Stored items:

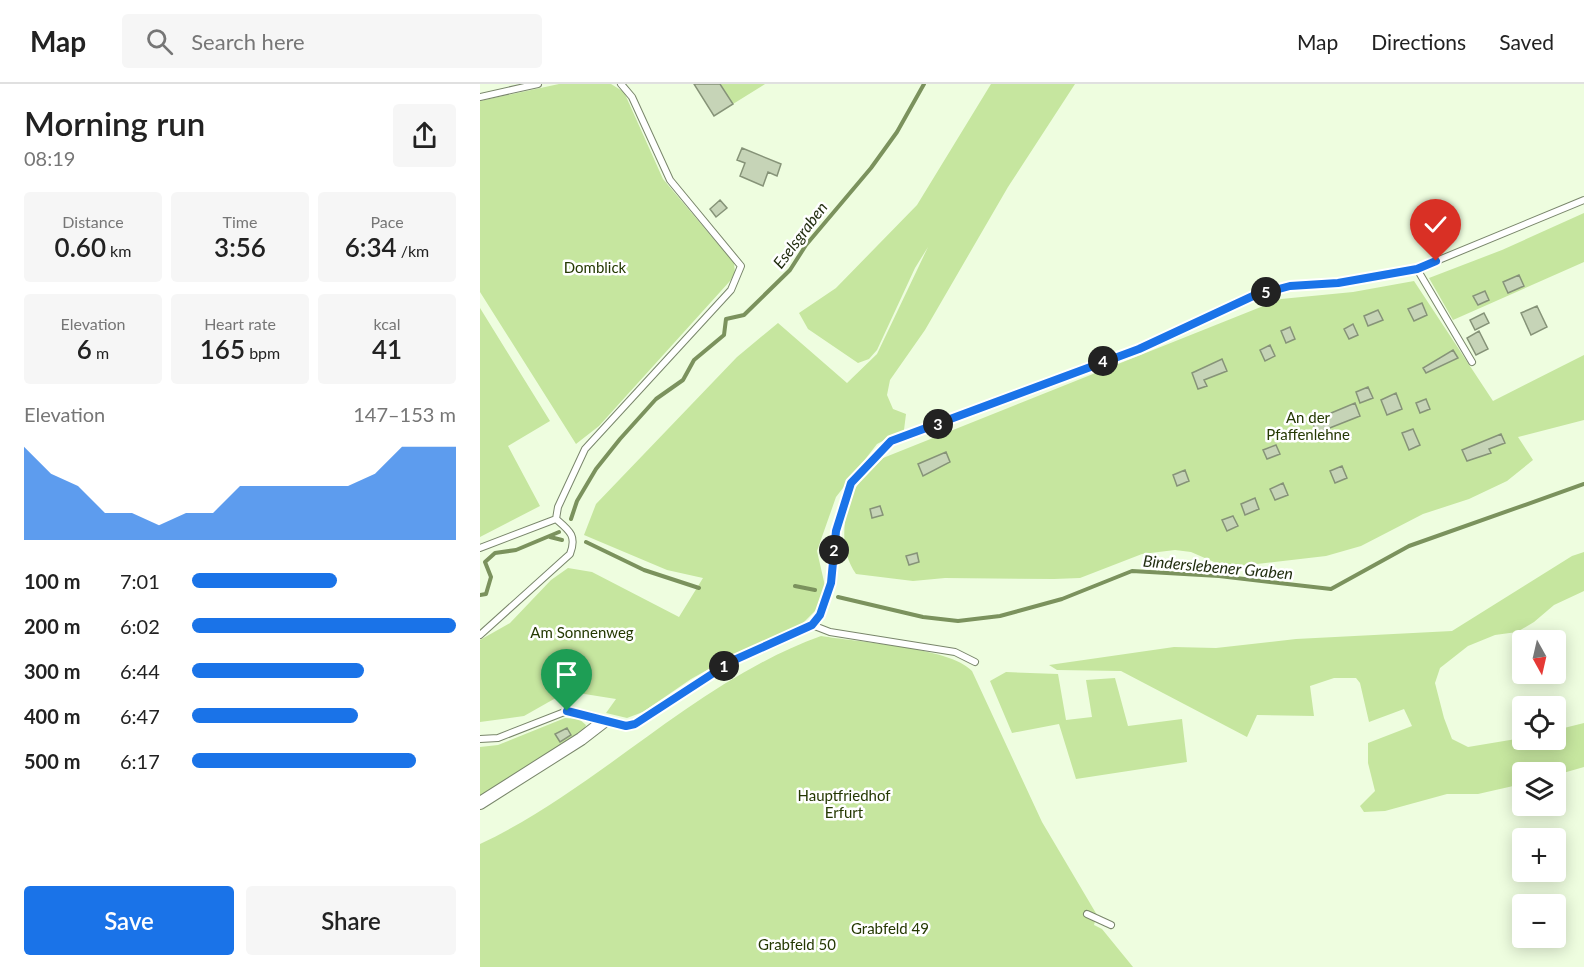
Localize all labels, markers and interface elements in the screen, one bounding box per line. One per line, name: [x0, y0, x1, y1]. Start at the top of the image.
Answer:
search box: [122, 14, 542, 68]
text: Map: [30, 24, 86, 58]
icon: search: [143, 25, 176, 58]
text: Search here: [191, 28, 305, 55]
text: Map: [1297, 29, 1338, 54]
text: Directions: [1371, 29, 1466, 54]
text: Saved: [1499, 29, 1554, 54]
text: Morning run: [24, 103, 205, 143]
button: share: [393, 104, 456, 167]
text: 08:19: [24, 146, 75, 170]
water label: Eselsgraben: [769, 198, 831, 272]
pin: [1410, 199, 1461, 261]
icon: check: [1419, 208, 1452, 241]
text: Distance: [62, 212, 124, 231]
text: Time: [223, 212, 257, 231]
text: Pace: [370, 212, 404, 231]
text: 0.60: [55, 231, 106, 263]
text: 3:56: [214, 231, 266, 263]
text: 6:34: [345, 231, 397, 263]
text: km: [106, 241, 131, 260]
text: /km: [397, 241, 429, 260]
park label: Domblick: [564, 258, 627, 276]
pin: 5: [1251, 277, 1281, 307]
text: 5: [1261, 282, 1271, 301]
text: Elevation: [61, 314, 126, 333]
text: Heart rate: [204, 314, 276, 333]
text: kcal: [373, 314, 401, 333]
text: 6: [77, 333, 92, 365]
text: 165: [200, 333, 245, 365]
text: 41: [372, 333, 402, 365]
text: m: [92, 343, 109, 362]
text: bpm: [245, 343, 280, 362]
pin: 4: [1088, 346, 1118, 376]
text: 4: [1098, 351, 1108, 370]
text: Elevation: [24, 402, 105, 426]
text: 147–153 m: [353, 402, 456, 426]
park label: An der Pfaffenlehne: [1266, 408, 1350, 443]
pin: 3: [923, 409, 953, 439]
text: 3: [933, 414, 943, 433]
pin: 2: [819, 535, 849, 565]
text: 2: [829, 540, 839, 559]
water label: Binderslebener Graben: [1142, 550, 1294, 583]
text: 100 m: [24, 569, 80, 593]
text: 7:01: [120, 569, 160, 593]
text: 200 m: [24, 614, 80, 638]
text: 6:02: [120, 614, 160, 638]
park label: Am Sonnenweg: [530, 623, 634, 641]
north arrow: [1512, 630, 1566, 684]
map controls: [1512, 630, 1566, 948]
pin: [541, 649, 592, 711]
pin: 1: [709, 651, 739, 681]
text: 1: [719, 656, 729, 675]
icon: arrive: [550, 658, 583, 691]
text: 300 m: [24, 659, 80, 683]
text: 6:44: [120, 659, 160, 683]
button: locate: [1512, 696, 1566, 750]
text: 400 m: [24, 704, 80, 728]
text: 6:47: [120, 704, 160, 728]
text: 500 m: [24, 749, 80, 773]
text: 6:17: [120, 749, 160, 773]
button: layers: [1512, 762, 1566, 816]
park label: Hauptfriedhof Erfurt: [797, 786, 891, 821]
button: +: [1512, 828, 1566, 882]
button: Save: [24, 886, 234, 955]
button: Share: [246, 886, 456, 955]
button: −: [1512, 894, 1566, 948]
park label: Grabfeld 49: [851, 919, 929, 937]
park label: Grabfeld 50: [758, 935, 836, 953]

• **TASK INSTRUCTIONS**: Set down every entry exactly as it appears, but skip the pictures.

• **ANSWER AREA**:
Localize all labels, markers and interface elements in the screen, one bounding box per line. One per line, name: [x0, y0, x1, y1]. Start at the top of the image.
Answer:
search box: [122, 14, 542, 68]
text: Map: [30, 24, 86, 58]
icon: search: [143, 25, 176, 58]
text: Search here: [191, 28, 305, 55]
text: Map: [1297, 29, 1338, 54]
text: Directions: [1371, 29, 1466, 54]
text: Saved: [1499, 29, 1554, 54]
text: Morning run: [24, 103, 205, 143]
button: share: [393, 104, 456, 167]
text: 08:19: [24, 146, 75, 170]
water label: Eselsgraben: [769, 198, 831, 272]
pin: [1410, 199, 1461, 261]
icon: check: [1419, 208, 1452, 241]
text: Distance: [62, 212, 124, 231]
text: Time: [223, 212, 257, 231]
text: Pace: [370, 212, 404, 231]
text: 0.60: [55, 231, 106, 263]
text: 3:56: [214, 231, 266, 263]
text: 6:34: [345, 231, 397, 263]
text: km: [106, 241, 131, 260]
text: /km: [397, 241, 429, 260]
park label: Domblick: [564, 258, 627, 276]
pin: 5: [1251, 277, 1281, 307]
text: 5: [1261, 282, 1271, 301]
text: Elevation: [61, 314, 126, 333]
text: Heart rate: [204, 314, 276, 333]
text: kcal: [373, 314, 401, 333]
text: 6: [77, 333, 92, 365]
text: 165: [200, 333, 245, 365]
text: 41: [372, 333, 402, 365]
text: m: [92, 343, 109, 362]
text: bpm: [245, 343, 280, 362]
pin: 4: [1088, 346, 1118, 376]
text: 4: [1098, 351, 1108, 370]
text: Elevation: [24, 402, 105, 426]
text: 147–153 m: [353, 402, 456, 426]
park label: An der Pfaffenlehne: [1266, 408, 1350, 443]
pin: 3: [923, 409, 953, 439]
text: 3: [933, 414, 943, 433]
pin: 2: [819, 535, 849, 565]
text: 2: [829, 540, 839, 559]
water label: Binderslebener Graben: [1142, 550, 1294, 583]
text: 100 m: [24, 569, 80, 593]
text: 7:01: [120, 569, 160, 593]
text: 200 m: [24, 614, 80, 638]
text: 6:02: [120, 614, 160, 638]
park label: Am Sonnenweg: [530, 623, 634, 641]
north arrow: [1512, 630, 1566, 684]
map controls: [1512, 630, 1566, 948]
pin: [541, 649, 592, 711]
pin: 1: [709, 651, 739, 681]
text: 1: [719, 656, 729, 675]
icon: arrive: [550, 658, 583, 691]
text: 300 m: [24, 659, 80, 683]
text: 6:44: [120, 659, 160, 683]
button: locate: [1512, 696, 1566, 750]
text: 400 m: [24, 704, 80, 728]
text: 6:47: [120, 704, 160, 728]
text: 500 m: [24, 749, 80, 773]
text: 6:17: [120, 749, 160, 773]
button: layers: [1512, 762, 1566, 816]
park label: Hauptfriedhof Erfurt: [797, 786, 891, 821]
button: +: [1512, 828, 1566, 882]
button: Save: [24, 886, 234, 955]
button: Share: [246, 886, 456, 955]
button: −: [1512, 894, 1566, 948]
park label: Grabfeld 49: [851, 919, 929, 937]
park label: Grabfeld 50: [758, 935, 836, 953]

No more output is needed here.